--- START ---

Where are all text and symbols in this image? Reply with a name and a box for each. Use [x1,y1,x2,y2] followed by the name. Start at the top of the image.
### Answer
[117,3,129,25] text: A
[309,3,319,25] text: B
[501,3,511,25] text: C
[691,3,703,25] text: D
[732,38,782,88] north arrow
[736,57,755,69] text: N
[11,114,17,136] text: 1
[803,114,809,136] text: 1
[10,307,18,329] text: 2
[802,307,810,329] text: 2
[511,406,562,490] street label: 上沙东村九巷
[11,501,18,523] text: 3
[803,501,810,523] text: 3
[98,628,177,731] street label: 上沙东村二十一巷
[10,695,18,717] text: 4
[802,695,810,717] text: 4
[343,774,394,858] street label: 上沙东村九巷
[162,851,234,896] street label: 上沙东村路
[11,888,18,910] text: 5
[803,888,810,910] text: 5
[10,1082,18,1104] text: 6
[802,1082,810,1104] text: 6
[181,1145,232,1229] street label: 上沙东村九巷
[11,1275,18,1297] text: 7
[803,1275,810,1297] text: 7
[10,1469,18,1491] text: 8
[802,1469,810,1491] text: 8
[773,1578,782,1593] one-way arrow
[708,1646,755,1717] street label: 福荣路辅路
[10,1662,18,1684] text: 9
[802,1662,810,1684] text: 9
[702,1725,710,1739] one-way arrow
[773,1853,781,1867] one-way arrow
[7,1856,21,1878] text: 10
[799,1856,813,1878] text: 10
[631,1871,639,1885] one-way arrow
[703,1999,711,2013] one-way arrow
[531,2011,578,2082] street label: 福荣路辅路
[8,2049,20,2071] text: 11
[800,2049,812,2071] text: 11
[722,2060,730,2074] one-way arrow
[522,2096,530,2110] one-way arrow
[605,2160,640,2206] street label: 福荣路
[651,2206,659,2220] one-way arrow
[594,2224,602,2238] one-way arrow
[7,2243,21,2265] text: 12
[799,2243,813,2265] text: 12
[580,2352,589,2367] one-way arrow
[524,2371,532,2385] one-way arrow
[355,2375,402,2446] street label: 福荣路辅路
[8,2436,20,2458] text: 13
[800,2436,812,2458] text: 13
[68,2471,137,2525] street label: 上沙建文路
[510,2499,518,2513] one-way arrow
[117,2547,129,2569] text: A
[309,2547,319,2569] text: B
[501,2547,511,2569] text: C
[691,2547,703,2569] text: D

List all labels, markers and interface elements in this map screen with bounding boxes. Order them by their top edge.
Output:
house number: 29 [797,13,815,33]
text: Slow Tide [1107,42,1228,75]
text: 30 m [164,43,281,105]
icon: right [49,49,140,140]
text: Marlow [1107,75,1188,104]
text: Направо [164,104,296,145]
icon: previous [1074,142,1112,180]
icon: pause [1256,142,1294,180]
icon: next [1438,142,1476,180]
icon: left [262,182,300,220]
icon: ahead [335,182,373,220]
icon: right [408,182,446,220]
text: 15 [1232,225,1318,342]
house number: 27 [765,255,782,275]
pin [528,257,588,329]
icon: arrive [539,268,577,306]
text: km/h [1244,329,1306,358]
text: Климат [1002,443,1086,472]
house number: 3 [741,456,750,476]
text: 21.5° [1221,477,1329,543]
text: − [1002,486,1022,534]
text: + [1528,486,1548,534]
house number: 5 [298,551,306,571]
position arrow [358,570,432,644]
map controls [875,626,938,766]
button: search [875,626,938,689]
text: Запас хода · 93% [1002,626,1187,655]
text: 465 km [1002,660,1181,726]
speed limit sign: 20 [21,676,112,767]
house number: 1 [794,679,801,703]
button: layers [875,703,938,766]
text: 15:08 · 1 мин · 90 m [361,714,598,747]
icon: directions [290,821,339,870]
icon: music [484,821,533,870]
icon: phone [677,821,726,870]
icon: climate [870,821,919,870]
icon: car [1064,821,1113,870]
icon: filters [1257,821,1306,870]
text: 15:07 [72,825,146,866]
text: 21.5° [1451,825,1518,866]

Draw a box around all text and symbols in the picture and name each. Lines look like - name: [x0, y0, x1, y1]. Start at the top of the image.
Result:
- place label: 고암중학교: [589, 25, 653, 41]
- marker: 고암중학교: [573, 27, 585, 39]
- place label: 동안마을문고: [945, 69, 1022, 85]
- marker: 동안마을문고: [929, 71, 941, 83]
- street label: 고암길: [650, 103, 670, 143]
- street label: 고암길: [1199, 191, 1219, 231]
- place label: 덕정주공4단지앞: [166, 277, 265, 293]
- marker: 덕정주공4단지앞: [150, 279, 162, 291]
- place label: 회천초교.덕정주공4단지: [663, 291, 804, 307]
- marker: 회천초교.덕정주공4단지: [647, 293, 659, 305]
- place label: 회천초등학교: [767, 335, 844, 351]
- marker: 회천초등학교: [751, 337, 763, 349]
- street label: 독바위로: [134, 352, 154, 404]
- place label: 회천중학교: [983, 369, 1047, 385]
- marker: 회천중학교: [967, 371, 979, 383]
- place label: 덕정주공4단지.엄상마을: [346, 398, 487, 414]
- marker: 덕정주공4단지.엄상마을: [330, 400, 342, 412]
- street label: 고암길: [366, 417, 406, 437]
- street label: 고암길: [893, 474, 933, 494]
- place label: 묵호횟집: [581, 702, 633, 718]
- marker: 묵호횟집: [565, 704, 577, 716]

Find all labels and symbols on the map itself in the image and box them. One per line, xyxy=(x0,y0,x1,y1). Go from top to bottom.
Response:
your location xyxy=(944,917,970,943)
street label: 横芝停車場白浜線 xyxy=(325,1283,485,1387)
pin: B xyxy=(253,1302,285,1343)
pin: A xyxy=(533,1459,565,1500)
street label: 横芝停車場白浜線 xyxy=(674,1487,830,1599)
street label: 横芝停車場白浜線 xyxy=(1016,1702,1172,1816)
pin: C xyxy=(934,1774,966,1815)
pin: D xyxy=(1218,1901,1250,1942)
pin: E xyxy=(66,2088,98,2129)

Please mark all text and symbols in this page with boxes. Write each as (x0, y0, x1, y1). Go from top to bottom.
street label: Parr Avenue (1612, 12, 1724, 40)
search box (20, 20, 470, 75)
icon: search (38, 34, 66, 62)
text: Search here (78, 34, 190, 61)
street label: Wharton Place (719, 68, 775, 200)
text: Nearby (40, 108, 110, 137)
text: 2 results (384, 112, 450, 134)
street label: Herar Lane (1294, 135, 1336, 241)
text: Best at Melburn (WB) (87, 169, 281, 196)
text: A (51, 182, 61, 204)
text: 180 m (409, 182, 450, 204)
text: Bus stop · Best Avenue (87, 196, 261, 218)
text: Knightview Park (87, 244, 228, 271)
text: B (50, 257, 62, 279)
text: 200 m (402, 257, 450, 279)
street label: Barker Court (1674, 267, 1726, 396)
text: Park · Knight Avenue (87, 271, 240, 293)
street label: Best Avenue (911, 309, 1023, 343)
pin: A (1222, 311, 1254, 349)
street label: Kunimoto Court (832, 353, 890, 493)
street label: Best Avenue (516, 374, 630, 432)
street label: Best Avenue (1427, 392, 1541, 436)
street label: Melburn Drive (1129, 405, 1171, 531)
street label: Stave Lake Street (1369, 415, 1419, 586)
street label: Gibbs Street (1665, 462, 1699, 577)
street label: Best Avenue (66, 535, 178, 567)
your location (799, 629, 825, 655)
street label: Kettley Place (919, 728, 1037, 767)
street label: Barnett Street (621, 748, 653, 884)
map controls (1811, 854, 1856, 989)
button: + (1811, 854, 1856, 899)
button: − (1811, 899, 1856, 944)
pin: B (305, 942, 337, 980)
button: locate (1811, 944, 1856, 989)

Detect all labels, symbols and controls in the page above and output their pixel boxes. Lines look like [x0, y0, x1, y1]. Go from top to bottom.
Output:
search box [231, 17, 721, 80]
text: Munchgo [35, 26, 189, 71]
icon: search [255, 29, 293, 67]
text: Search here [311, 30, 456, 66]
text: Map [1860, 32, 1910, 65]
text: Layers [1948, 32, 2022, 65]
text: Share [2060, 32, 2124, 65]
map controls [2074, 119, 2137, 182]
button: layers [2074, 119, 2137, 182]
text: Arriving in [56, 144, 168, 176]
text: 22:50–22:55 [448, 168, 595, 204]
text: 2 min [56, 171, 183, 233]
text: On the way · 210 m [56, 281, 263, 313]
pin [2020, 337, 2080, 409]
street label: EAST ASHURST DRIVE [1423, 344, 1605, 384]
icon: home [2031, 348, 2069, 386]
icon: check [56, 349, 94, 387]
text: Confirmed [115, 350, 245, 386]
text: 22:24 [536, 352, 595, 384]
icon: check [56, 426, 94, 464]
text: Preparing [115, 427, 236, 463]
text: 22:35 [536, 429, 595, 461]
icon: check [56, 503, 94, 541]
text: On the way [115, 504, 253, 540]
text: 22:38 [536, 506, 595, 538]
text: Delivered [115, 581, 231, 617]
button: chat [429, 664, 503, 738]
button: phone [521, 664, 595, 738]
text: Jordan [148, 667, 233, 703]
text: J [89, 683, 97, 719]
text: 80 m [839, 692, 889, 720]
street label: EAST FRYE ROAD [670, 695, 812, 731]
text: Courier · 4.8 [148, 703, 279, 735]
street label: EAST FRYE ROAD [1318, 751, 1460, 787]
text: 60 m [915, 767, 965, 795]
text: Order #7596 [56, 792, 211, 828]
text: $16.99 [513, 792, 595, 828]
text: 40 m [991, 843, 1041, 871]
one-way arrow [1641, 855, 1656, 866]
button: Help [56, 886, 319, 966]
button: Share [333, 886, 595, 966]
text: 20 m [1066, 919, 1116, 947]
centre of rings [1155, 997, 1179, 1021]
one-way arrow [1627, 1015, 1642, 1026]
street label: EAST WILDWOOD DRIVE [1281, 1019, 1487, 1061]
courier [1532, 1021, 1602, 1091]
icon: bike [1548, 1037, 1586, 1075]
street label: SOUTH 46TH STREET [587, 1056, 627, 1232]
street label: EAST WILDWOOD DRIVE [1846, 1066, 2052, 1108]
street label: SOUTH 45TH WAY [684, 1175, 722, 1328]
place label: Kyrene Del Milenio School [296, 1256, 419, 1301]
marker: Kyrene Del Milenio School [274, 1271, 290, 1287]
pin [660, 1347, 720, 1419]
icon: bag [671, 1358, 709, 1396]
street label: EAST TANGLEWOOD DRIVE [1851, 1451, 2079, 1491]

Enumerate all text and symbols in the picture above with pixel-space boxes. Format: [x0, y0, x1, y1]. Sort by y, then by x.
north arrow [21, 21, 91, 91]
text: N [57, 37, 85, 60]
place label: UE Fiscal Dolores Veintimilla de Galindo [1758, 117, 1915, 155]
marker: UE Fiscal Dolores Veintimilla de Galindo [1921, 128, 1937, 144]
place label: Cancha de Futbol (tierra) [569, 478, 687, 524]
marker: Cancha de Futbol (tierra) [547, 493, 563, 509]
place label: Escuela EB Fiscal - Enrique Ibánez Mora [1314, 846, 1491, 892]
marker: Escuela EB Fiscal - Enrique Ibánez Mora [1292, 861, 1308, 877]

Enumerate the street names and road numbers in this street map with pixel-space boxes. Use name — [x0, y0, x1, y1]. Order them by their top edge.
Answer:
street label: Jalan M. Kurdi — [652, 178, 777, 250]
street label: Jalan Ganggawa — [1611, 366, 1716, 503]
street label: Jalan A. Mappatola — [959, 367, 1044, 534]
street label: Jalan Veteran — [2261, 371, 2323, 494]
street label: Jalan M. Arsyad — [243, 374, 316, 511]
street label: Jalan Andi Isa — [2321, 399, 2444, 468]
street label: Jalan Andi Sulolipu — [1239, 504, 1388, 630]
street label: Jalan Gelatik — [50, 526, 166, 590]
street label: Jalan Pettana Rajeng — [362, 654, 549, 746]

--- END ---

## What the exercise asks:
Within the data above, how many lines include the string "묵호횟집"? Only the number is required.

## Solution for this task:
2